Stored data entries:
- - -

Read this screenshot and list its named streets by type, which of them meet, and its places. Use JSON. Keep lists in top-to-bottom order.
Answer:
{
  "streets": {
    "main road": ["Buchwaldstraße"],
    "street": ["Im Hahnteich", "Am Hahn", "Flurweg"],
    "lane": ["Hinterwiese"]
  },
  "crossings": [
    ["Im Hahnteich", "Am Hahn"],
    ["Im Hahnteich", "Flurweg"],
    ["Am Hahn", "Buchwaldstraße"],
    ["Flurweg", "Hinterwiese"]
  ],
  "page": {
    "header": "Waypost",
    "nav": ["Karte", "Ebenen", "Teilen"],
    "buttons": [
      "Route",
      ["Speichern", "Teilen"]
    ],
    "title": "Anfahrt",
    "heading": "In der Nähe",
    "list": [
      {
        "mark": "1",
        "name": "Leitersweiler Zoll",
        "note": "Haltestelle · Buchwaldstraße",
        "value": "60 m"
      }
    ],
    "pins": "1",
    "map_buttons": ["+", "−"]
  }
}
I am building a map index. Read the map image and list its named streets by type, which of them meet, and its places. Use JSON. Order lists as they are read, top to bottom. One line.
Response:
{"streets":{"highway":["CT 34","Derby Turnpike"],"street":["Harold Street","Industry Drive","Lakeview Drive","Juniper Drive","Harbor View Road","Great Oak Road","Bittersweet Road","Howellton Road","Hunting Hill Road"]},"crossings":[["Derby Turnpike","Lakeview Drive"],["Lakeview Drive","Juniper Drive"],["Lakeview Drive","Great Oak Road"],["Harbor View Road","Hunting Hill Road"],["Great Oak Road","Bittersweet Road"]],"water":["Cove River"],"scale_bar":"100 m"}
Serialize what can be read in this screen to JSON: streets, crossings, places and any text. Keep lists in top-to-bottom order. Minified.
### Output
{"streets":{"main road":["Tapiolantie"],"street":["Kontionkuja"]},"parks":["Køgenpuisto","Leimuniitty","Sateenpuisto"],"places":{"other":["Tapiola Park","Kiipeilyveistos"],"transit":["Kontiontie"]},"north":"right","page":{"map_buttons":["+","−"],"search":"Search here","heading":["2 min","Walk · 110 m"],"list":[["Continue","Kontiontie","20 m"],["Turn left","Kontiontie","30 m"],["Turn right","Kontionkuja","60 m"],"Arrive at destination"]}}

- - -

Please give back the records exactly as written, beginning at the first line and including the line that holds "Serialize what can" as the last.

◆ Result for this task ◆
Read this screenshot and list its named streets by type, which of them meet, and its places. Use JSON. Keep lists in top-to-bottom order.
Answer:
{
  "streets": {
    "main road": ["Buchwaldstraße"],
    "street": ["Im Hahnteich", "Am Hahn", "Flurweg"],
    "lane": ["Hinterwiese"]
  },
  "crossings": [
    ["Im Hahnteich", "Am Hahn"],
    ["Im Hahnteich", "Flurweg"],
    ["Am Hahn", "Buchwaldstraße"],
    ["Flurweg", "Hinterwiese"]
  ],
  "page": {
    "header": "Waypost",
    "nav": ["Karte", "Ebenen", "Teilen"],
    "buttons": [
      "Route",
      ["Speichern", "Teilen"]
    ],
    "title": "Anfahrt",
    "heading": "In der Nähe",
    "list": [
      {
        "mark": "1",
        "name": "Leitersweiler Zoll",
        "note": "Haltestelle · Buchwaldstraße",
        "value": "60 m"
      }
    ],
    "pins": "1",
    "map_buttons": ["+", "−"]
  }
}
I am building a map index. Read the map image and list its named streets by type, which of them meet, and its places. Use JSON. Order lists as they are read, top to bottom. One line.
Response:
{"streets":{"highway":["CT 34","Derby Turnpike"],"street":["Harold Street","Industry Drive","Lakeview Drive","Juniper Drive","Harbor View Road","Great Oak Road","Bittersweet Road","Howellton Road","Hunting Hill Road"]},"crossings":[["Derby Turnpike","Lakeview Drive"],["Lakeview Drive","Juniper Drive"],["Lakeview Drive","Great Oak Road"],["Harbor View Road","Hunting Hill Road"],["Great Oak Road","Bittersweet Road"]],"water":["Cove River"],"scale_bar":"100 m"}
Serialize what can be read in this screen to JSON: streets, crossings, places and any text. Keep lists in top-to-bottom order. Minified.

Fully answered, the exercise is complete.